Problems of health care, economic development, political and interpersonal conflict, environmental sustainability, resource allocation, disaster relief, urban planning, civil society, democratic governance, technological innovation, intellectual property, public education—the most critical problems of our time—
involve social dilemmas and institutions for collective action that are not yet well-understood.

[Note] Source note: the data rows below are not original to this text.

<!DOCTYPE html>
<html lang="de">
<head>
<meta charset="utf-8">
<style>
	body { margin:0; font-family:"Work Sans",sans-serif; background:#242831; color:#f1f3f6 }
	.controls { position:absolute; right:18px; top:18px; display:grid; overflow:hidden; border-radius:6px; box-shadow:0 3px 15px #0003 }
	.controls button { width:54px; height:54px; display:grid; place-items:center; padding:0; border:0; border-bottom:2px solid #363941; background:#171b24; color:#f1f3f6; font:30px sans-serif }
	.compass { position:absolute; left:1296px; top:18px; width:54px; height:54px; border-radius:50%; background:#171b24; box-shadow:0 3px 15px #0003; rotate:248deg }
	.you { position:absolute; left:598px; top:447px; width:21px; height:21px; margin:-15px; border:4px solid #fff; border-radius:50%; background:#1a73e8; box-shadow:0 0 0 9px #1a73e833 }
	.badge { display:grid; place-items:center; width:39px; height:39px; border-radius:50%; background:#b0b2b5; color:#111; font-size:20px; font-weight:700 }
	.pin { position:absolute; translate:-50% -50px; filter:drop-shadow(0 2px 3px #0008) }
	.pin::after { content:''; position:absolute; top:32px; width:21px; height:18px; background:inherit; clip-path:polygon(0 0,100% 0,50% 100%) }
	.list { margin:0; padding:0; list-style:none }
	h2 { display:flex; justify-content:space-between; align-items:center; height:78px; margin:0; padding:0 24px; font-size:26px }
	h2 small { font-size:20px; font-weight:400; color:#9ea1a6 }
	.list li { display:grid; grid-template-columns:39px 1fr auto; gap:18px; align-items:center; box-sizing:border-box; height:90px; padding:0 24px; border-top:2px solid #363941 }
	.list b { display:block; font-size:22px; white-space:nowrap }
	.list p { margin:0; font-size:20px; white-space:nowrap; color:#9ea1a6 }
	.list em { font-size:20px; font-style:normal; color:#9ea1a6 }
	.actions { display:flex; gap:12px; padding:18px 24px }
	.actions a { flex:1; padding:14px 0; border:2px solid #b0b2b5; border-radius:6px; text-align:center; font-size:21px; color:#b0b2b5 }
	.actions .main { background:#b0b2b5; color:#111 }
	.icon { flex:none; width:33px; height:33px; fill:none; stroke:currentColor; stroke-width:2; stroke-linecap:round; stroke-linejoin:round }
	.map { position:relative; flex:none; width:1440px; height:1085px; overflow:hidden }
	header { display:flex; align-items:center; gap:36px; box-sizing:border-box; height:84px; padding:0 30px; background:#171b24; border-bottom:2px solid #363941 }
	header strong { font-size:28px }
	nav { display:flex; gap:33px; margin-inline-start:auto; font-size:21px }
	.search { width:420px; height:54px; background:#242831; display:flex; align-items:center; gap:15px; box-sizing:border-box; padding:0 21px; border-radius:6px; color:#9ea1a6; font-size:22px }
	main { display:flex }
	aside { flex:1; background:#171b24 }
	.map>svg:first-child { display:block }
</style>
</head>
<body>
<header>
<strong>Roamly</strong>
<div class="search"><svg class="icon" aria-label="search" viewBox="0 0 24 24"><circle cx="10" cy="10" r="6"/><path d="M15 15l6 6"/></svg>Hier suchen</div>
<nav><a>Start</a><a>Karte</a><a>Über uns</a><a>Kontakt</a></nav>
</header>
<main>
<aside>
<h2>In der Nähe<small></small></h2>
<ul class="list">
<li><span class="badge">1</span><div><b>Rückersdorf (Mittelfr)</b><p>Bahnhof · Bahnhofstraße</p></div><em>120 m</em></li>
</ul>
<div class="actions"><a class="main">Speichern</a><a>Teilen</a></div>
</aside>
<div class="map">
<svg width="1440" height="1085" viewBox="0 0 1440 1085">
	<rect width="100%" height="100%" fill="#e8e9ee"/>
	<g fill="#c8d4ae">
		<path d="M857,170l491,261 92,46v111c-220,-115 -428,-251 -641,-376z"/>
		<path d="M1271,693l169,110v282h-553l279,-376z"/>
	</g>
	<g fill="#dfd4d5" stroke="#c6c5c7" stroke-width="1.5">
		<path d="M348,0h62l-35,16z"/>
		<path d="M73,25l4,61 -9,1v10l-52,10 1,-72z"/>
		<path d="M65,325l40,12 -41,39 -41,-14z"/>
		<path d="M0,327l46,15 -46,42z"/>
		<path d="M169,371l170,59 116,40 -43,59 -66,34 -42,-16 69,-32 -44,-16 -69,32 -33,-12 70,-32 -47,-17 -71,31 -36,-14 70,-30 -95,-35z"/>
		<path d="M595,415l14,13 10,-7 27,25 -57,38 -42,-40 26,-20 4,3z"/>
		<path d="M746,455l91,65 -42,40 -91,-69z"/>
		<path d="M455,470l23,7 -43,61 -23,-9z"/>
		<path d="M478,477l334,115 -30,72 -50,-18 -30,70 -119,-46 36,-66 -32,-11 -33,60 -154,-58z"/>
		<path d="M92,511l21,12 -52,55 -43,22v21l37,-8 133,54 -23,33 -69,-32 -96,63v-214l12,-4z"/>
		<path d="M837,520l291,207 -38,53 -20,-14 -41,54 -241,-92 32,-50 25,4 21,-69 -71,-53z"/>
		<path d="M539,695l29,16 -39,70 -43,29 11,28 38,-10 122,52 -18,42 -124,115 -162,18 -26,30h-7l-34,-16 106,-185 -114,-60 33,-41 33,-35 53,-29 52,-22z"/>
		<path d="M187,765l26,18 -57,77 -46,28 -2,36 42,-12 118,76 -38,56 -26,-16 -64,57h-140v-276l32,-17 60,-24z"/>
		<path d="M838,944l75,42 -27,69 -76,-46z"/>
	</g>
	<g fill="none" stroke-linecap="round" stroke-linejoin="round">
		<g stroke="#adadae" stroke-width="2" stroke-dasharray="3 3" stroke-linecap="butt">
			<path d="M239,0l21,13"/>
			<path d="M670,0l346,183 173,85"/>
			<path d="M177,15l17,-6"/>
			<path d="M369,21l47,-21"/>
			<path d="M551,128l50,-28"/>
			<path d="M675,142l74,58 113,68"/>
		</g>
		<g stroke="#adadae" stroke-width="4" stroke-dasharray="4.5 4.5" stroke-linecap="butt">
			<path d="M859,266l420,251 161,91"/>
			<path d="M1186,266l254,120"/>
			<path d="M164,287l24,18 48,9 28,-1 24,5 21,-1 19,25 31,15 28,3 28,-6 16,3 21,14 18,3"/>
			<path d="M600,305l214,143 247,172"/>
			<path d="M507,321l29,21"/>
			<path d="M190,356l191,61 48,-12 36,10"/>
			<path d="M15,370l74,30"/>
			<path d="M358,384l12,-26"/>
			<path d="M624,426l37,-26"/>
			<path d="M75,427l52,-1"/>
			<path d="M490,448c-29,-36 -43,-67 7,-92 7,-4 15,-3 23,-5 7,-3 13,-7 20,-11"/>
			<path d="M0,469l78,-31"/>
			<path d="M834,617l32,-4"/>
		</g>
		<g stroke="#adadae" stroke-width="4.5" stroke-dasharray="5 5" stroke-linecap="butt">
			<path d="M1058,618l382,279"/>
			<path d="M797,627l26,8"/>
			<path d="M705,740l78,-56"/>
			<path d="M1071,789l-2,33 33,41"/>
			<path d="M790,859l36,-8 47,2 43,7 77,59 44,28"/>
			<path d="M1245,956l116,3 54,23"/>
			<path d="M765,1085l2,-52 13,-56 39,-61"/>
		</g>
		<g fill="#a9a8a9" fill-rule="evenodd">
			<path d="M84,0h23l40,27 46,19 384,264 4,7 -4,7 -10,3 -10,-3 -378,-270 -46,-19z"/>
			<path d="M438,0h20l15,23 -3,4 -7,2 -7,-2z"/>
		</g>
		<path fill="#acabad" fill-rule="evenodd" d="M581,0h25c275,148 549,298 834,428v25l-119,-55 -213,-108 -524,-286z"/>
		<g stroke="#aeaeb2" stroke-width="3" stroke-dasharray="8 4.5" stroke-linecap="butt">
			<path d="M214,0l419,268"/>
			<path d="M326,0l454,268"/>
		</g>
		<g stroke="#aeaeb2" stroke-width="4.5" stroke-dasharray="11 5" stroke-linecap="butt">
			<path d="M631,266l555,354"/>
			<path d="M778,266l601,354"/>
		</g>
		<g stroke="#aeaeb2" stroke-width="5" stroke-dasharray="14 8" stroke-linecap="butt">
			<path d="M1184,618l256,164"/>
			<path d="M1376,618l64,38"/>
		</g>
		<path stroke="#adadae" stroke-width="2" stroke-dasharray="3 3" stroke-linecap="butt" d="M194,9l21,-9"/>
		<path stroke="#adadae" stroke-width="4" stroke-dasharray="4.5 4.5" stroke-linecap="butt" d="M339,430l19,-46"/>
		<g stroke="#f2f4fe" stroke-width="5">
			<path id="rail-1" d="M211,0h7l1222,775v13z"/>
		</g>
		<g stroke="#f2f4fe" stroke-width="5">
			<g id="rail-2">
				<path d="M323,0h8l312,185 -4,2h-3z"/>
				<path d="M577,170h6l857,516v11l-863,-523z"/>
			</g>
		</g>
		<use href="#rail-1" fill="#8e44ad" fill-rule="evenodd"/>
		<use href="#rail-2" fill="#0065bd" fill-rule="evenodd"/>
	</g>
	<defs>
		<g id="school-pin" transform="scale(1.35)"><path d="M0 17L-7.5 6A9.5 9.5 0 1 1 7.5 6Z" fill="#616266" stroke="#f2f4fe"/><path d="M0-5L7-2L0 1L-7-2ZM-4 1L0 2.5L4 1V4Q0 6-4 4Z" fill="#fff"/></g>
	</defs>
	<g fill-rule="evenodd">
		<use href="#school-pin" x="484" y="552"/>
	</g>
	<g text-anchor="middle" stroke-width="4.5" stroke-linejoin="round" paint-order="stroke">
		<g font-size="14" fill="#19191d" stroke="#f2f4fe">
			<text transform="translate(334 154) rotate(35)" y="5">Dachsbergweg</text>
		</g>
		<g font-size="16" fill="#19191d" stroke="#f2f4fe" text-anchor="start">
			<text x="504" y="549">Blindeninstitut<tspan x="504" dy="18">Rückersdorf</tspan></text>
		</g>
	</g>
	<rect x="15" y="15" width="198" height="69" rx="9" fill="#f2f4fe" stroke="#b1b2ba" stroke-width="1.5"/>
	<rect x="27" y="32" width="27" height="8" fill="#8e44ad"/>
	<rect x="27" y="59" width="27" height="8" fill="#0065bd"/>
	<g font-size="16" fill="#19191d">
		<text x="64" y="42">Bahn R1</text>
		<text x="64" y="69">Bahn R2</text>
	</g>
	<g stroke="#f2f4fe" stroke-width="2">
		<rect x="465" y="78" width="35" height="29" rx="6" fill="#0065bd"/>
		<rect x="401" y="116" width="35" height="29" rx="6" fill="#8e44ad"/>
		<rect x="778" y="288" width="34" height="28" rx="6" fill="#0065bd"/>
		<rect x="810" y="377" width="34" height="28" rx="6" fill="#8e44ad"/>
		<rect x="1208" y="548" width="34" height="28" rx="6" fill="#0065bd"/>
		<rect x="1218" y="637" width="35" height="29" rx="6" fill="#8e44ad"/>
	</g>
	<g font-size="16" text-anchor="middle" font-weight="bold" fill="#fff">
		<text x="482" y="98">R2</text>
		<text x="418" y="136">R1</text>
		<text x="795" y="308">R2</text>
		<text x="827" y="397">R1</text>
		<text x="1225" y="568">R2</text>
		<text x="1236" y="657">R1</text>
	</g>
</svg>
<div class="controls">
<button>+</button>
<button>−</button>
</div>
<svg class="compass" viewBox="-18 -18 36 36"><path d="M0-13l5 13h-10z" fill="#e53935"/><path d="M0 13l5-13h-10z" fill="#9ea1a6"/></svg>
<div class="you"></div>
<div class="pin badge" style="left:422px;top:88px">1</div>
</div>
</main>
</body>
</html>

Evidence from biology, sociology, economics, political science, computer science, and psychology suggest the feasibility of building an interdisciplinary framework for understanding cooperation. Because of institutional specialization, a program of cooperation studies will not happen without purposeful action. In order to catalyze the growth of this enterprise, the Cooperation Project has created:
* An open, shared, knowledge base of insights and resources relevant to cooperation and collective action: the Knowledge Commons
* Several visual maps for customized navigation of the cooperation studies landscape
* A university course with publicly available lecture videos and readings
* A workshop and guidebook for re-perceiving the role of cooperation in business and the technologies that enable it
* The beginnings of a social network of cooperation researchers
The Cooperation Project has convened expert workshops, published a syllabus, launched online discussion communities, compiled reports, created and published video lectures, and built software prototypes— the beginnings of a Cooperation Toolset. Now we seek to:
* Test and refine these instruments through workshops and further research.
* Attract the best minds in cooperation-related disciplines to help.
* Learn how practitioners can use the knowledge and tools in their domains.
* Make these resources public and invite broad participation.”